• **DATASET EXTRACT**:
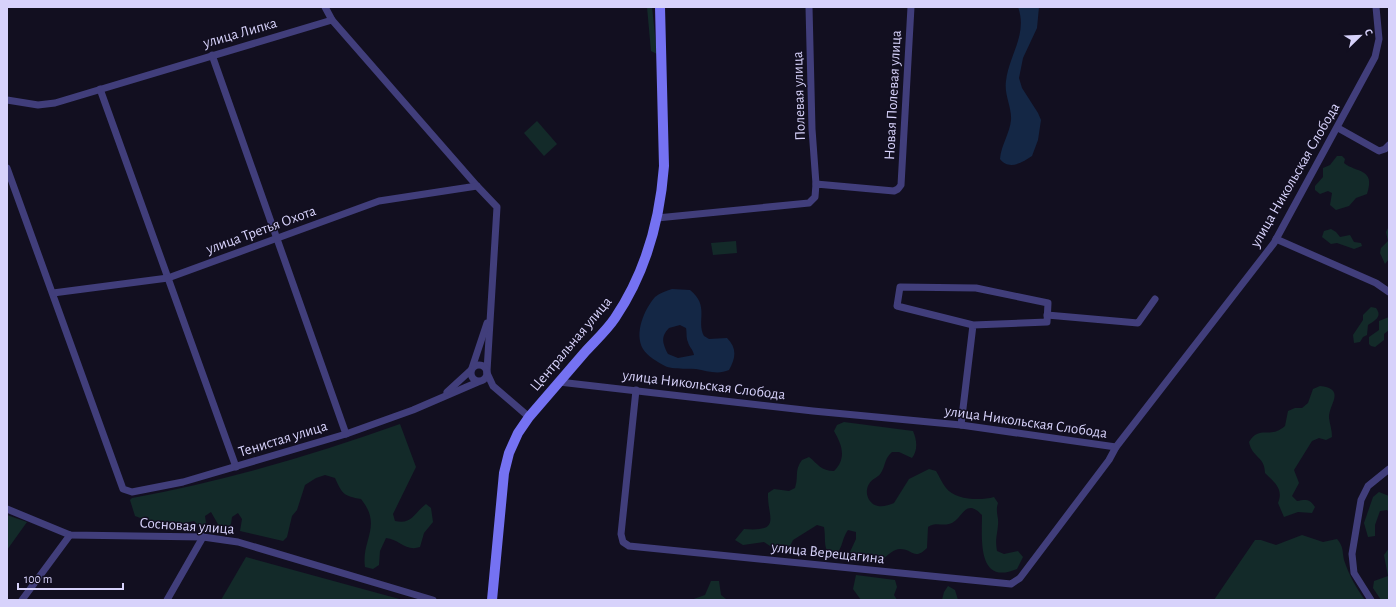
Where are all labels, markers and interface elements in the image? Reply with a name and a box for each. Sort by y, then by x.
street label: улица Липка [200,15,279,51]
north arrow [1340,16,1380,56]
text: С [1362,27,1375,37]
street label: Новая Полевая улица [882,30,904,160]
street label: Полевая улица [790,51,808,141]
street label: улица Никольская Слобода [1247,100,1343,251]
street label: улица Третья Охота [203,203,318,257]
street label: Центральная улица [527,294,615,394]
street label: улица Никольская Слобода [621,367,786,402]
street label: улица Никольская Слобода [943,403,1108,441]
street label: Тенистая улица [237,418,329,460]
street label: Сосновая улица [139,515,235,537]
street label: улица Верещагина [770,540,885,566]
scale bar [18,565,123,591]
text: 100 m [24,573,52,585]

• **AIM OF THE EXERCISE**: With the pictures removed, return the data above word for word.

• **ANSWER AREA**:
Where are all labels, markers and interface elements in the image? Reply with a name and a box for each. Sort by y, then by x.
street label: улица Липка [200,15,279,51]
north arrow [1340,16,1380,56]
text: С [1362,27,1375,37]
street label: Новая Полевая улица [882,30,904,160]
street label: Полевая улица [790,51,808,141]
street label: улица Никольская Слобода [1247,100,1343,251]
street label: улица Третья Охота [203,203,318,257]
street label: Центральная улица [527,294,615,394]
street label: улица Никольская Слобода [621,367,786,402]
street label: улица Никольская Слобода [943,403,1108,441]
street label: Тенистая улица [237,418,329,460]
street label: Сосновая улица [139,515,235,537]
street label: улица Верещагина [770,540,885,566]
scale bar [18,565,123,591]
text: 100 m [24,573,52,585]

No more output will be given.